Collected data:
___
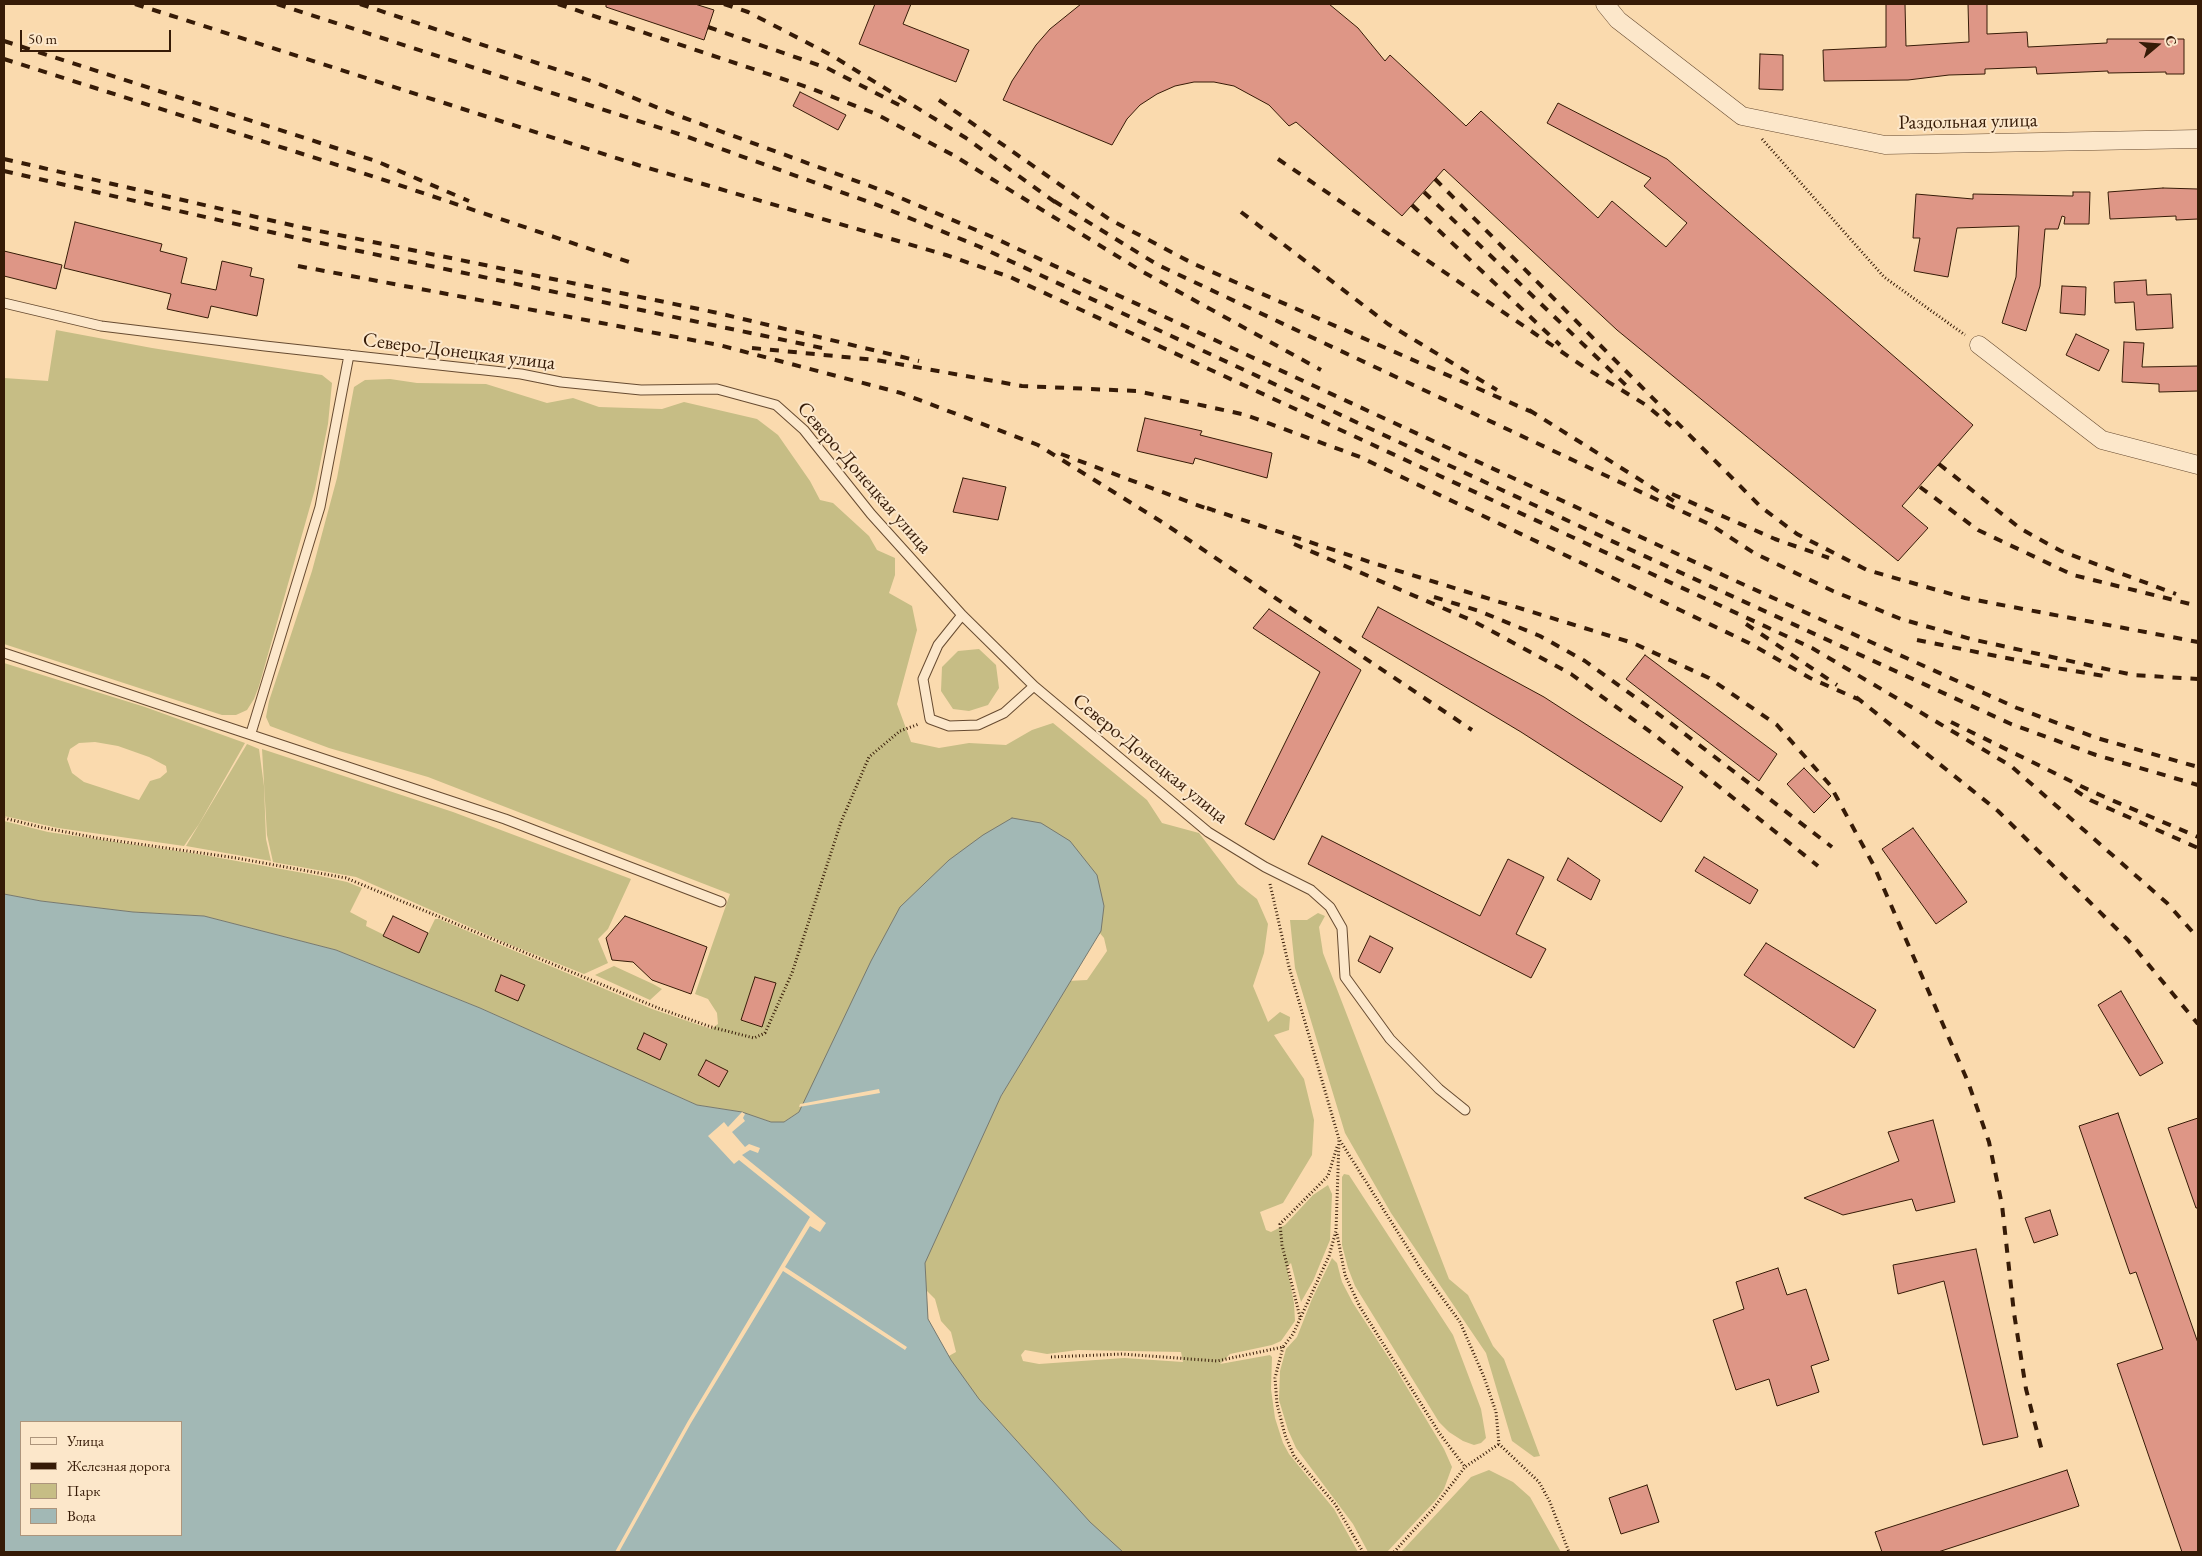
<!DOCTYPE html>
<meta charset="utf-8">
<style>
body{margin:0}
#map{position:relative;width:2202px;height:1556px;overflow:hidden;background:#fadaae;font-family:"EB Garamond",serif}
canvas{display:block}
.frame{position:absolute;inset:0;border:5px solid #361b07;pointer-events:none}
.legend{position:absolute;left:20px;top:1421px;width:162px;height:115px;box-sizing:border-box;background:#fce7ca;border:1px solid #ad957c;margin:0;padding:6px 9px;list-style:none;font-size:15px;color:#361b07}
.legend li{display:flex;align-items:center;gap:10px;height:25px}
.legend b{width:25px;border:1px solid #ad957c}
.north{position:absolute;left:2132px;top:20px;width:50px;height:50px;-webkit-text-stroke:4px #fce7ca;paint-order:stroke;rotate:72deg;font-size:14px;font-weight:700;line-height:20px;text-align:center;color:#361b07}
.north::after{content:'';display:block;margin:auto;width:18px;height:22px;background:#361b07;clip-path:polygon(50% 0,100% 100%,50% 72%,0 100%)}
.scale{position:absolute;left:20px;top:30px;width:151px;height:22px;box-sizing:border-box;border:2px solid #361b07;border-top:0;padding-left:6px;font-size:15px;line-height:18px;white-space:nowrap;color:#361b07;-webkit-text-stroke:4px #fce7ca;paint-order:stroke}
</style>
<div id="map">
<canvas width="2202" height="1556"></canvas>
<div class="frame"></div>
<ul class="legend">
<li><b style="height:6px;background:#fce7ca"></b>Улица</li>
<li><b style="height:6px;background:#361b07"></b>Железная дорога</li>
<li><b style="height:14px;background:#c6bd85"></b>Парк</li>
<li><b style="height:14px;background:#a2b8b5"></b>Вода</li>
</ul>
<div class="north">С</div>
<div class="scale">50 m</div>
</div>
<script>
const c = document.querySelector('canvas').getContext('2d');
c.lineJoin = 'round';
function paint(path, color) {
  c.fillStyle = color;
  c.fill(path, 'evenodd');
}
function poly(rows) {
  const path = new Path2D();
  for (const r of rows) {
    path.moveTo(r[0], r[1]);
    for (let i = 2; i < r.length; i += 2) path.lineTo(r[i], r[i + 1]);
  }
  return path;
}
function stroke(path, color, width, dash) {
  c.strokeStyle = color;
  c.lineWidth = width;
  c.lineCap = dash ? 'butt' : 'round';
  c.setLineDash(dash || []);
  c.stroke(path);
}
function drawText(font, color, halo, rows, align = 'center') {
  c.font = font + ' "EB Garamond",serif';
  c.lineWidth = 4;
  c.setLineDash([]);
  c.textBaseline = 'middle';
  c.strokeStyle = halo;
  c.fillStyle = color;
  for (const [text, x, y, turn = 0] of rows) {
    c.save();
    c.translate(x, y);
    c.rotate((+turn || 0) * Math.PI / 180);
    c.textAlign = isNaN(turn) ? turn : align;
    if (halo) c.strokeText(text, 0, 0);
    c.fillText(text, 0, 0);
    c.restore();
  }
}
paint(poly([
 [56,330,152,348,322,375,332,383,328,424,315,489,259,686,254,699,247,710,236,715,222,715,4,644,4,378,48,381],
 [390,379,417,383,486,384,547,403,573,398,599,407,662,409,684,402,757,419,778,435,810,481,820,500,833,503,869,536,877,550,895,558,895,575,889,593,912,606,917,630,897,704,911,742,939,748,969,743,1006,745,1032,730,1053,723,1147,800,1162,823,1199,833,1238,884,1257,899,1268,924,1264,953,1253,986,1268,1022,1280,1012,1290,1017,1289,1030,1274,1035,1304,1079,1314,1120,1312,1155,1283,1203,1260,1212,1266,1230,1271,1232,1285,1225,1313,1195,1328,1185,1332,1194,1330,1240,1313,1281,1301,1302,1291,1263,1287,1267,1294,1303,1295,1321,1281,1341,1272,1345,1230,1354,1220,1364,1270,1355,1272,1357,1271,1389,1275,1418,1283,1443,1289,1454,1334,1509,1358,1552,1098,1552,1028,1454,997,1419,938,1362,956,1352,951,1332,941,1321,935,1299,919,1283,920,1248,961,1165,1068,981,1087,980,1107,951,1104,938,1092,924,843,1045,799,1112,784,1122,771,1122,742,1112,697,1105,480,1008,336,950,204,916,133,912,41,901,4,894,4,821,48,832,198,854,320,876,347,882,362,888,350,912,367,921,366,926,419,952,435,919,439,919,652,1009,711,1029,718,1024,717,1013,708,999,695,994,730,894,428,777,329,748,270,726,266,717,269,701,312,571,337,478,354,387,365,380],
 [755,977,775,983,762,1026,741,1020],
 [1025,1350,1047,1354,1078,1350,1181,1352,1183,1362,1124,1358,1039,1364,1023,1361,1021,1355],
 [979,649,996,665,999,688,988,705,969,711,953,709,941,691,942,667,958,651],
 [4,663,145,707,245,743,199,824,184,846,58,828,4,816],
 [95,742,118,746,149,757,166,766,167,772,160,778,150,781,139,800,84,782,72,773,67,759,70,749,79,743],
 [247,744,259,749,264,786,266,839,271,861,186,846],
 [262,749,453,812,631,879,608,929,598,939,608,963,584,974,506,943,356,877,273,862,267,835],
 [1318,913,1325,916,1319,927,1323,953,1449,1279,1468,1295,1493,1346,1504,1359,1540,1456,1534,1457,1512,1441,1486,1353,1391,1213,1345,1133,1295,968,1290,920,1307,920],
 [614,966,653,984,662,989,650,1000,595,975],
 [1344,1174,1349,1175,1453,1335,1481,1409,1486,1438,1481,1443,1474,1445,1463,1441,1449,1432,1439,1422,1355,1286,1348,1268,1342,1245,1342,1177],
 [1332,1258,1337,1263,1342,1282,1353,1303,1394,1366,1444,1449,1452,1467,1444,1489,1436,1500,1387,1552,1368,1552,1353,1524,1296,1448,1288,1430,1279,1400,1280,1371,1286,1349,1297,1337,1312,1299],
 [1489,1470,1513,1482,1530,1497,1561,1552,1401,1552,1471,1477]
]), '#c6bd85');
const water = poly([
 [1012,818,1041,823,1070,841,1097,875,1104,906,1101,931,1001,1096,925,1263,928,1319,951,1360,979,1399,1090,1522,1123,1552,4,1552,4,894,41,901,133,912,204,916,336,950,480,1008,697,1105,742,1112,771,1122,784,1122,799,1112,871,961,900,907,949,860,983,835,1012,818],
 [21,1422,181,1422,181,1535,21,1535,21,1422]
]);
paint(water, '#a2b8b5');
stroke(water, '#77796f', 1);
paint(poly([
 [879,1089,880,1093,799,1107,800,1104],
 [742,1112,745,1114,743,1118,745,1121,732,1132,745,1147,749,1144,760,1148,758,1153,750,1150,742,1155,826,1223,820,1232,810,1226,785,1267,907,1347,905,1350,783,1271,691,1423,619,1552,615,1552,688,1421,810,1217,739,1160,734,1164,708,1136,724,1122,728,1127]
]), '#fadaae');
const building = poly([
 [606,4,695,4,714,10,704,40,606,7,606,4],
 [875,4,911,4,903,24,969,50,956,82,859,44,875,4],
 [1081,4,1329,4,1358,28,1385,61,1390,55,1466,126,1481,111,1598,218,1612,201,1666,247,1687,223,1644,186,1651,178,1547,123,1558,103,1667,159,1973,425,1902,506,1928,528,1898,561,1617,330,1444,169,1402,216,1296,122,1289,126,1269,105,1234,86,1214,82,1194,82,1175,86,1157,94,1140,105,1127,119,1112,145,1003,100,1012,81,1036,45,1050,29,1081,4],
 [1886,4,1905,4,1906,46,1969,42,1968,4,1987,4,1987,34,2027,32,2028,47,2107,43,2107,39,2184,39,2184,74,2166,74,2166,72,2108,73,2108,71,2037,74,2036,67,1985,69,1985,74,1949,75,1908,80,1824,81,1823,50,1886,47,1886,4],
 [1760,54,1783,55,1783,90,1759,89,1760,54],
 [800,92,846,115,838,130,793,106,800,92],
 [2163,188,2198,189,2198,219,2176,220,2176,216,2110,219,2108,192,2163,188],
 [2073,192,2090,192,2089,224,2064,224,2065,217,2062,216,2058,229,2045,229,2040,286,2026,331,2002,323,2016,277,2019,226,1957,228,1948,277,1914,271,1920,238,1913,238,1916,194,1973,199,1973,194,2073,196,2073,192],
 [75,222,162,244,160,251,187,258,181,283,216,290,222,261,252,268,250,276,264,279,257,316,211,306,208,318,167,309,171,294,64,268,75,222],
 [4,251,62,265,56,289,4,276,4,251],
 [2146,280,2147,295,2171,294,2173,328,2136,330,2134,302,2115,303,2114,282,2146,280],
 [2062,286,2086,287,2085,315,2060,313,2062,286],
 [2076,334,2109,350,2099,371,2066,355,2076,334],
 [2124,342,2144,343,2142,367,2198,366,2198,391,2159,392,2159,384,2122,382,2124,342],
 [1145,418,1202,431,1200,435,1272,453,1267,478,1195,458,1193,464,1137,451,1145,418],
 [963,478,1006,487,998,520,953,512,963,478],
 [1378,607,1544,697,1683,787,1661,822,1521,732,1362,637,1378,607],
 [1269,609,1361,670,1274,840,1245,824,1320,672,1253,628,1269,609],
 [1645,655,1777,754,1759,781,1626,679,1645,655],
 [1804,768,1831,796,1814,813,1787,784,1804,768],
 [1913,828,1967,902,1936,924,1882,849,1913,828],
 [1322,836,1480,916,1508,859,1544,877,1516,934,1546,949,1531,978,1308,864,1322,836],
 [1704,857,1758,890,1750,904,1695,871,1704,857],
 [1568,858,1600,880,1591,900,1557,880,1568,858],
 [393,916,428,933,419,953,383,936,393,916],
 [625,916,707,947,691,994,652,980,633,962,612,960,606,938,625,916],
 [1370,936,1393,948,1380,973,1358,961,1370,936],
 [1766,943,1876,1010,1854,1048,1744,975,1766,943],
 [501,975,525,985,518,1001,495,991,501,975],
 [755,977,776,983,762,1027,741,1020,755,977],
 [2121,991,2163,1063,2140,1076,2098,1005,2121,991],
 [644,1033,667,1044,660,1060,637,1049,644,1033],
 [706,1060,728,1071,719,1087,698,1075,706,1060],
 [2118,1113,2198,1343,2198,1552,2182,1552,2117,1364,2163,1349,2136,1272,2130,1274,2079,1126,2118,1113],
 [2198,1118,2198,1208,2196,1208,2168,1128,2198,1118],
 [1933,1120,1955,1202,1916,1211,1912,1199,1843,1215,1804,1198,1899,1161,1888,1132,1933,1120],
 [2050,1210,2058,1235,2034,1243,2025,1218,2050,1210],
 [1976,1249,2018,1437,1983,1445,1944,1281,1898,1294,1893,1265,1976,1249],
 [1778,1268,1787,1295,1806,1289,1829,1360,1811,1366,1819,1392,1777,1406,1769,1379,1736,1390,1713,1320,1744,1309,1736,1282,1778,1268],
 [2067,1470,2079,1506,1938,1552,1882,1552,1875,1532,2067,1470],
 [1647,1485,1659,1522,1621,1534,1609,1498,1647,1485]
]);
paint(building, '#de9686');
stroke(building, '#361b07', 1);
const service = poly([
 [4,303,101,326,265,346,521,374,561,382,641,390,717,389,776,405,804,430,871,514,962,615,1034,686,1208,832,1265,867,1311,890,1330,907,1342,928,1345,977,1390,1039,1439,1089,1465,1110],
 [962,615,938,645,923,679,930,719,949,726,978,725,1004,713,1034,686],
 [4,653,505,819,721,902],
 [251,733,320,507,349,355]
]);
const minor = poly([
 [1605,4,1618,20,1742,116,1885,145,2198,139],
 [1979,345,2102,440,2198,465]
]);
stroke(service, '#674b31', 11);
stroke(minor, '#674b31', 19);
stroke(poly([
 [1762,139,1884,277,1965,335],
 [4,818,40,827,97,838,236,858,346,878,658,1008,711,1027,754,1038,765,1033,792,973,841,822,869,757,900,731,919,724],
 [1270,884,1289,967,1339,1139,1421,1269,1460,1322,1484,1377,1496,1412,1499,1444,1539,1482,1550,1502,1569,1552],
 [1337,1234,1345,1275,1360,1307,1440,1434,1465,1467,1499,1444],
 [1300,1317,1282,1245,1280,1224,1328,1176,1337,1147],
 [1283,1347,1275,1378,1277,1404,1285,1435,1294,1456,1335,1504,1363,1552],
 [1051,1357,1122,1354,1217,1361,1283,1347,1293,1334,1329,1256,1336,1231,1339,1140],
 [1394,1552,1432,1510,1465,1467]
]), '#361b07', 3, [1, 2.5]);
stroke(service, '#fce7ca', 9);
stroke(minor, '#fce7ca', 18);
stroke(poly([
 [135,4,638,165,946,255,1010,277,1812,648,2011,766,2167,903,2198,938],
 [277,4,688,137,880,206,978,246,1590,531,2011,724,2096,755,2198,785],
 [360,4,594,82,671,113,889,193,990,236,1738,582,2017,708,2097,738,2198,767],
 [558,4,810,88,876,114,953,155,1143,272,1321,370],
 [724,4,748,12,831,55,966,138,1059,205],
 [708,27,827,68,903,107],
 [4,41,376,161,469,201],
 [4,59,375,177,632,263],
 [939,100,1109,219,1194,264,1534,413],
 [4,159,300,227,718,313,919,361],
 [1278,159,1584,367,1646,405,1671,426],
 [4,171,297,238,827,349],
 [1435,179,1761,507,1797,534,1867,570,1965,598,2198,642],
 [1424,192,1632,391],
 [1054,201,1158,265,1711,525,1754,553,1833,591,1901,619,1971,639,2133,675,2198,679],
 [1412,205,1560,345],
 [1241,212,1388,324,1497,390],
 [298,266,719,345,901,393,1038,445,1165,524,1472,730],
 [752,348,876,360,1022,386,1137,391,1246,415,1360,457,1749,643,1810,678,1860,700],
 [1529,410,1677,503],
 [1061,454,1213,511],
 [1939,464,2021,529,2061,551,2176,594],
 [1920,487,1978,530,2073,575,2198,606],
 [1672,494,1775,539,1829,558],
 [1207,508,1373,563,1633,643,1709,678,1777,725,1830,785,1874,866,1968,1082,1989,1142,2002,1205,2014,1313,2026,1389,2042,1451],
 [1294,544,1473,621,1571,674,1656,736,1818,866],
 [1434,597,1479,611,1540,636,1585,661,1668,721,1832,847],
 [1746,624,1837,685],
 [1917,640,2056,668,2104,676],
 [1856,697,1998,811,2128,940,2198,1024],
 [1951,722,2093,792,2198,837],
 [2075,790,2090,800,2198,848]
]), '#361b07', 4, [9, 9]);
drawText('20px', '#361b07', '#fce7ca', [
 ["Раздольная улица",1968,122,-1],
 ["Северо-Донецкая улица",459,352,7],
 ["Северо-Донецкая улица",864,478,49],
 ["Северо-Донецкая улица",1150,759,39]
]);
</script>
___
Your goal: The answer should consist only of the number of lines above in which "canvas" appears.

Reply to the exercise: 3